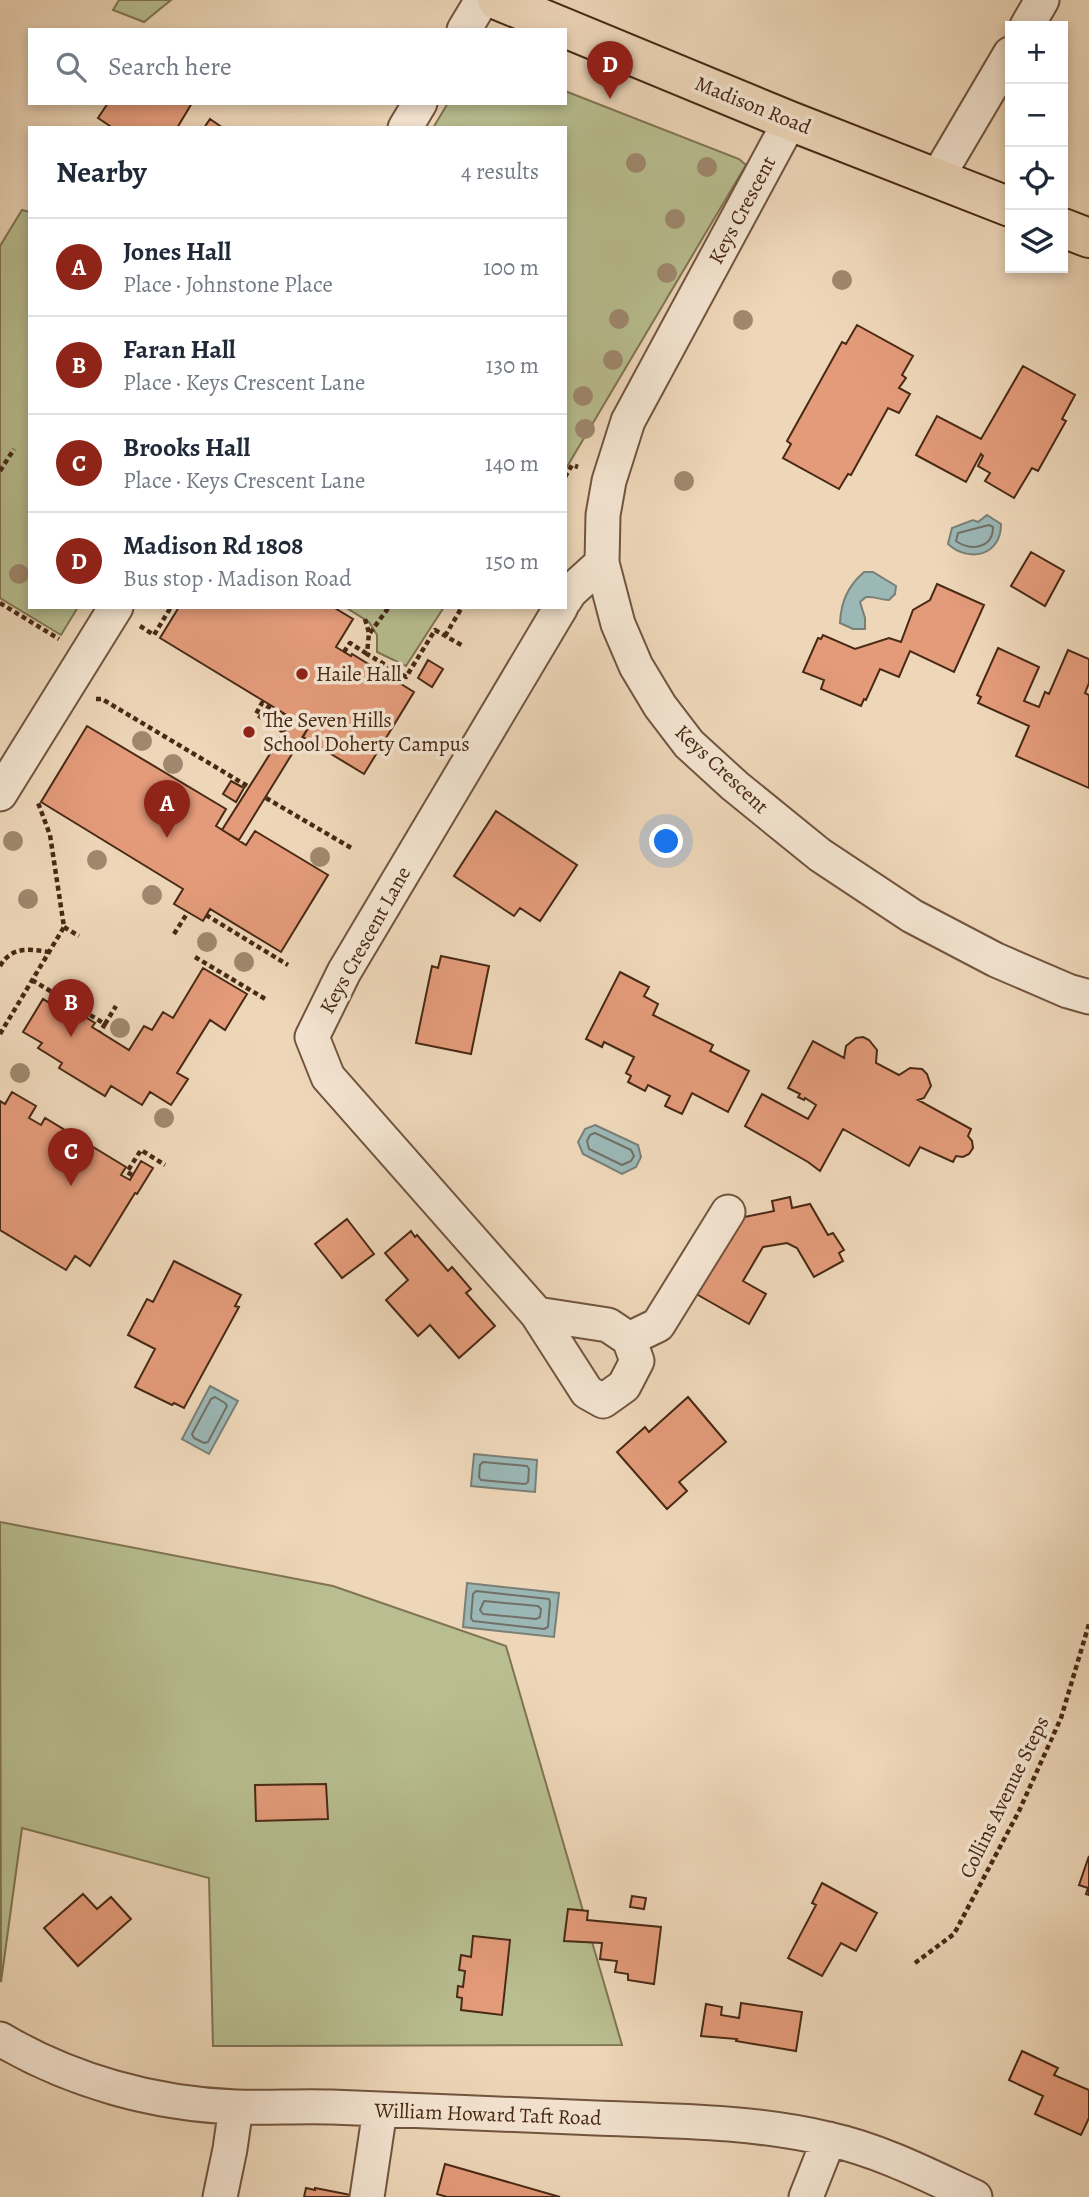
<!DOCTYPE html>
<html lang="en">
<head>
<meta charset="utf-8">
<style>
  body { margin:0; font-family:Alegreya,serif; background:#f2f2f3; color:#1f2937 }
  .controls { position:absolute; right:21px; top:21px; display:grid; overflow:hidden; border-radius:0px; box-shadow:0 4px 10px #0003 }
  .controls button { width:63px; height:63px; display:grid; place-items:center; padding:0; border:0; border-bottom:2px solid #e0e1e3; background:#fff; color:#1f2937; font:35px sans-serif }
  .you { position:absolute; left:667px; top:842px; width:24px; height:24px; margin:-18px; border:5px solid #fff; border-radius:50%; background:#1a73e8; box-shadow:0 0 0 10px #1a73e833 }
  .badge { display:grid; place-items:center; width:46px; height:46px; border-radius:50%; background:#8f2418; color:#fff; font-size:23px; font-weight:700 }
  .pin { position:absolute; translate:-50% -58px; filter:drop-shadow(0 2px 4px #0008) }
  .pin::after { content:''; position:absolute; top:37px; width:24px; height:21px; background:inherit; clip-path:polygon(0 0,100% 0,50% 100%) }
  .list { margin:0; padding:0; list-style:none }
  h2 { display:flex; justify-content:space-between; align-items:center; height:91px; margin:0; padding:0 28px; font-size:30px }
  h2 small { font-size:23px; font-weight:400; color:#747a83 }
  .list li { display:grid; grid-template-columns:46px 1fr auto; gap:21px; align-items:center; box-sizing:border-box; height:98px; padding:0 28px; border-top:2px solid #e0e1e3 }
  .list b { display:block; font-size:26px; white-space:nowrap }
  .list p { margin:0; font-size:23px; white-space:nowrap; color:#747a83 }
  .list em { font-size:23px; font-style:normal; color:#747a83 }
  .icon { flex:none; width:38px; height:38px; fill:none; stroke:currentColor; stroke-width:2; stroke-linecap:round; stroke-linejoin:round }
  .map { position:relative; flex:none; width:1089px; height:2197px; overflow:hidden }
  .search { position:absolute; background:#fff; box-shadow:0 4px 10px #0003; left:28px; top:28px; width:539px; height:77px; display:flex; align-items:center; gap:18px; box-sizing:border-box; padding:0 24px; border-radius:0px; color:#747a83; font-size:26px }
  .panel { position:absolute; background:#fff; box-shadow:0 4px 10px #0003; left:28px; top:126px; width:539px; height:483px; border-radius:0px }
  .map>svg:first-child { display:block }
</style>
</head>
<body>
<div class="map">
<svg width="1089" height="2197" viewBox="0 0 1089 2197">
  <rect width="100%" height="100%" fill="#eed7b9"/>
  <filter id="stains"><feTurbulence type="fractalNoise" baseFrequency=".00286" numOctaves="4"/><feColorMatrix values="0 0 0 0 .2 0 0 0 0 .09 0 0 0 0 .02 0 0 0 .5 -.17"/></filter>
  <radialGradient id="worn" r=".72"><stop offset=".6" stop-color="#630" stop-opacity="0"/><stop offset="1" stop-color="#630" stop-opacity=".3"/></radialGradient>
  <path fill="#b8be90" stroke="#807452" stroke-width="2" d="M119,0H171L144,22L113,10Z
    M565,91L739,159L746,165L565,470V128H433L448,103H565Z
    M22,210L30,212V607H78L61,635L0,598V246Z
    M345,607H444L406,666L377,652V635L369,622Z
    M0,1522L333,1586L506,1646L622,2045L213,2046L209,1878L22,1828L1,1982Z"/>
  <path fill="#9bb8b6" stroke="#7a7f76" stroke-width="2" d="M987,515L1001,524C1001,556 969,563 948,544L952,528L973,520L978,522Z
    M864,572H873L896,586L895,594L889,600C880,600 875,596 866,597L860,602L865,618V629H853L840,623C841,601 848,586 864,572Z
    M595,1125L638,1145L641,1157L636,1167L622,1174L583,1154L578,1142L585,1129Z
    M210,1386L238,1401L209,1454L182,1439Z
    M474,1454L537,1460L535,1492L471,1486Z
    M467,1583L559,1593L554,1637L463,1627Z"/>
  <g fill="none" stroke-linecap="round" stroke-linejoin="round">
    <path stroke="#727066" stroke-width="2" d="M989,525L993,527C993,549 970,551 956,541L958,533Z
      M595,1133L631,1150L634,1156L631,1161L622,1165L589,1149L587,1141L590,1135Z
      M215,1397L225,1403L227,1406L208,1442L204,1443L194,1438L192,1434L211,1399Z
      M483,1462L527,1466L529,1469L528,1482L525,1484L481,1480L479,1477L480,1465Z
      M476,1591L549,1599L550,1602L548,1627L544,1629L473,1621L471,1618L473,1594Z
      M484,1601L538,1606L541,1609L540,1617L536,1619L483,1614L480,1610Z"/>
  </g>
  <path fill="#e49b7a" stroke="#482915" stroke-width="2" d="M108,103H192L177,128H113L98,118Z
    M210,119L223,128H204Z
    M857,325L913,356L902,375L906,378L899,388L910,394L899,413L888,408L851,475L848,474L839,489L783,458L791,444L787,441L842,342L846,344Z
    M1023,366L1075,395L1062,419L1066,421L1038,471L1032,468L1014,498L985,481L990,473L978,466L983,456L981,454L966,482L916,455L937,416L981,439Z
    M1031,552L1064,571L1045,606L1011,586Z
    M937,584L984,605L954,672L910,651L899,677L880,669L866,700L864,699L861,706L821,689L824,680L803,672L818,638L821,639L823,635L855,649L889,638L901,642L913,610L930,600Z
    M179,607H333L353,619L336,647L351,656L352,654L414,692L364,774L303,737L308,728L160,638Z
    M998,648L1039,667L1024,701L1039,707L1045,692L1049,694L1068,650L1089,659V683L1085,693L1089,695V788L1016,756L1029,726L978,703L981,697L977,695Z
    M428,660L443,669L432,687L418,678Z
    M292,719L308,728L239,840L222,830Z
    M87,726L226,809L216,826L246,845L255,831L328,875L281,952L210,909L203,921L174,904L183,889L41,802Z
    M231,781L244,788L236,802L223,794Z
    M496,811L577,865L540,921L520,908L514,916L454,876Z
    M441,956L489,966L471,1054L416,1043L432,966L438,968Z
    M203,968L247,994L225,1030L210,1020L177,1073L188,1079L171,1105L150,1092L142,1105L111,1086L105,1096L59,1068L62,1063L38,1048L42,1043L23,1032L43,999L61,1010L64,1004L95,1023L92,1027L129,1050L144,1026L152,1030L163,1012L173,1018Z
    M620,972L649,987L644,996L658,1004L653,1015L713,1045L710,1051L749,1071L728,1112L692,1093L682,1114L665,1106L670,1096L648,1085L645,1091L628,1082L631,1076L626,1073L634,1057L604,1042L602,1047L586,1039Z
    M863,1037L869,1040L877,1050L876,1063L899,1075L910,1068L922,1069L927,1074L931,1086L924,1098L918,1100L971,1129L968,1136L972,1141L973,1148L969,1154L963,1157L956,1156L953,1162L920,1147L909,1166L843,1129L820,1171L808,1162L745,1126L762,1094L808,1119L816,1105L805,1098L804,1100L798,1097L800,1094L788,1088L813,1041L844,1058L846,1046L856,1038Z
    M12,1092L36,1106L29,1118L41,1125L45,1118L126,1167L121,1175L130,1180L141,1161L153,1168L137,1194L135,1193L90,1266L75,1256L66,1270L0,1230V1101L5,1104Z
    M790,1197L792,1208L810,1204L828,1235L833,1233L844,1250L839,1253L843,1261L814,1277L797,1248L787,1243L763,1247L743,1281L766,1294L749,1324L691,1291L740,1218L774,1211L772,1201Z
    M347,1219L374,1254L342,1278L315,1244Z
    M411,1231L415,1237L417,1235L448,1271L452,1267L471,1289L466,1293L495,1326L459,1358L430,1325L418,1336L386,1300L408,1280L385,1253Z
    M174,1261L241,1295L235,1306L239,1307L184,1408L174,1403L172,1405L135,1387L155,1349L128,1335L147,1299L153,1302Z
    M688,1397L726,1442L679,1482L687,1491L667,1509L617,1452L645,1427L649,1432Z
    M326,1784L328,1819L256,1821L255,1785Z
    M1089,1856V1895L1086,1894L1088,1888L1079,1885Z
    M822,1883L877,1913L856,1951L841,1943L822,1976L788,1958L816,1905L812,1903Z
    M83,1894L97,1909L111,1897L131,1919L78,1966L44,1928Z
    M632,1896L646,1898L644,1909L630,1907Z
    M568,1909L588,1911L587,1920L661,1927L654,1984L628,1980V1974L615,1972L617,1961L600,1959L602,1943L564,1941Z
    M473,1936L510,1940L502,2015L461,2010L462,1998L457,1997L458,1986L463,1987L465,1971L459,1970L461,1955L471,1957Z
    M741,2003L802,2012L796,2051L736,2041L737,2039L701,2036L706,2004L722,2007L721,2015L739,2018Z
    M1022,2051L1058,2068L1054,2075L1089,2090V2118L1081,2135L1035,2114L1043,2096L1009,2080Z
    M445,2164L560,2197H447L437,2194Z
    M306,2188L315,2190V2188L361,2197H304Z"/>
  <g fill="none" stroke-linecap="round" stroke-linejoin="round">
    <g stroke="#72543e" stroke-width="37">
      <path id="minor" d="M1027,26L1042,0
        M464,30L482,0
        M790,121L628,421L609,481L603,515L602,563L618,624L636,666L660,706L689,744L735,786L820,855L912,916L996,960L1068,991L1089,997
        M405,128L420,103
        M937,178L1010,54
        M565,600L570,592L602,563
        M0,794L116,607
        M537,1314L608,1325L629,1339L637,1361L624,1386L603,1401L587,1392L537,1314L328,1077L312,1037L344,972L561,607
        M629,1339L658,1325L728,1212
        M0,2039C71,2081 154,2104 236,2107C268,2108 300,2106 332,2107C420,2110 508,2115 596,2118C673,2121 752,2121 828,2139C879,2150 928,2175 975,2197
        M220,2197L230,2149L236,2107
        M367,2197L380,2110
        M806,2197L829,2139"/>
    </g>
    <g stroke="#482915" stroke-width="42">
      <path id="major" d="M497,0L790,121L1010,207
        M1063,228L1089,238"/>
    </g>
    <path stroke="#482915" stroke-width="4.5" stroke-dasharray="5 3.5" stroke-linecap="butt" d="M0,471L14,449
      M565,477L572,465L578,467
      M0,603L59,639
      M365,619L369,633L367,654L406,677L435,630L463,646
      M140,626L154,635L171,607
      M370,633L389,607
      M445,636L462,607
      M344,652L350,643L367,654
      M96,699H102L249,787
      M284,732L256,714L262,703L291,721
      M266,798L353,849
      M206,915L288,965
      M64,927L79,936
      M174,934L188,912
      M195,957L267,1000
      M0,966C12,946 29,949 49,952
      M32,980L105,1024L100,1032
      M105,1024L116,1006
      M0,1034L64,927L50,835L37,800
      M132,1175L127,1172L141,1150L165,1165
      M915,1963L954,1934L1019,1811L1061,1718L1089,1624"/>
    <use href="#minor" stroke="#f4e5d2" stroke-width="33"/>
    <use href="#major" stroke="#eed7b9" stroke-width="38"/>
  </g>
  <g fill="#9f886d">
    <circle cx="636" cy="163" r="10"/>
    <circle cx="707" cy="167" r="10"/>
    <circle cx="675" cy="219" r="10"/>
    <circle cx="667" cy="273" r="10"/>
    <circle cx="842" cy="280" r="10"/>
    <circle cx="619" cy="319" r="10"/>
    <circle cx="743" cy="320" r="10"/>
    <circle cx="613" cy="360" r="10"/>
    <circle cx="583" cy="396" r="10"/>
    <circle cx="585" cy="429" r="10"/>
    <circle cx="684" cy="481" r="10"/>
    <circle cx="19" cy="574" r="10"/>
    <circle cx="142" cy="741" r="10"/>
    <circle cx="173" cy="764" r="10"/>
    <circle cx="13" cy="841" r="10"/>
    <circle cx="320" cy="857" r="10"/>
    <circle cx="97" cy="860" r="10"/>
    <circle cx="152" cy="895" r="10"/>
    <circle cx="28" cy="899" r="10"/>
    <circle cx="207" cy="942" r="10"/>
    <circle cx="244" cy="962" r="10"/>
    <circle cx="120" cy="1028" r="10"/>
    <circle cx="20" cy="1073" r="10"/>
    <circle cx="164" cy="1118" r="10"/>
  </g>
  <g fill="#8f2418" stroke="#f4e5d2" stroke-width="2.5">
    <circle cx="302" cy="674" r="7"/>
    <circle cx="249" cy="732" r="7"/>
  </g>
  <g text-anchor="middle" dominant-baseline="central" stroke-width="7" stroke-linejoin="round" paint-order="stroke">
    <g font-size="21" fill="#482915" stroke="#f4e5d2">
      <text transform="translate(753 105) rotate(22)">Madison Road</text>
      <text transform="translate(742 210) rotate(-62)">Keys Crescent</text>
      <text transform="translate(722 769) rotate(43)">Keys Crescent</text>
      <text transform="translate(365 940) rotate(-61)">Keys Crescent Lane</text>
      <text transform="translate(1004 1797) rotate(-64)">Collins Avenue Steps</text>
      <text transform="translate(488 2114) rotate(2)">William Howard Taft Road</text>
    </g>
    <g font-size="21" fill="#482915" stroke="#f4e5d2" text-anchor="start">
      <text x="316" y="674">Haile Hall</text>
      <text x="263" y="720">The Seven Hills<tspan x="263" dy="24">School Doherty Campus</tspan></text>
    </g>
  </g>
  <rect width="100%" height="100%" filter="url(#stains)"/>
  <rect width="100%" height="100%" fill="url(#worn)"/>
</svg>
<div class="controls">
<button>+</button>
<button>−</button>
<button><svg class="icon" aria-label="locate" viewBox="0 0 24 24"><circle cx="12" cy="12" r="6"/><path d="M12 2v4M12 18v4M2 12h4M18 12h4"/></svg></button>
<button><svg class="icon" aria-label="layers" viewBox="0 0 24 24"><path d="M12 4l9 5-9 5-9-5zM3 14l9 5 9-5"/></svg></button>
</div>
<div class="you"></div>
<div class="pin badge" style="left:167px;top:838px">A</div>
<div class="pin badge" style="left:71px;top:1037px">B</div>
<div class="pin badge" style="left:71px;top:1186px">C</div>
<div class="pin badge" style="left:610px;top:99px">D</div>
<div class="search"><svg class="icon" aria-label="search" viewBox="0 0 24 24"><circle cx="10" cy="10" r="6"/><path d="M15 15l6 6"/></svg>Search here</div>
<section class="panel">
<h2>Nearby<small>4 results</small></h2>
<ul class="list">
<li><span class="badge">A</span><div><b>Jones Hall</b><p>Place · Johnstone Place</p></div><em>100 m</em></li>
<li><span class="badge">B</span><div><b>Faran Hall</b><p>Place · Keys Crescent Lane</p></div><em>130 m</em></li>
<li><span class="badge">C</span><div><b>Brooks Hall</b><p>Place · Keys Crescent Lane</p></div><em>140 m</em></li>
<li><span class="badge">D</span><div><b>Madison Rd 1808</b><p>Bus stop · Madison Road</p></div><em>150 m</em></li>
</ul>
</section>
</div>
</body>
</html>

Your task: Whenever a line in the listing above includes the word "nowrap", return that line.

Solution for this exercise:
  .list b { display:block; font-size:26px; white-space:nowrap }
  .list p { margin:0; font-size:23px; white-space:nowrap; color:#747a83 }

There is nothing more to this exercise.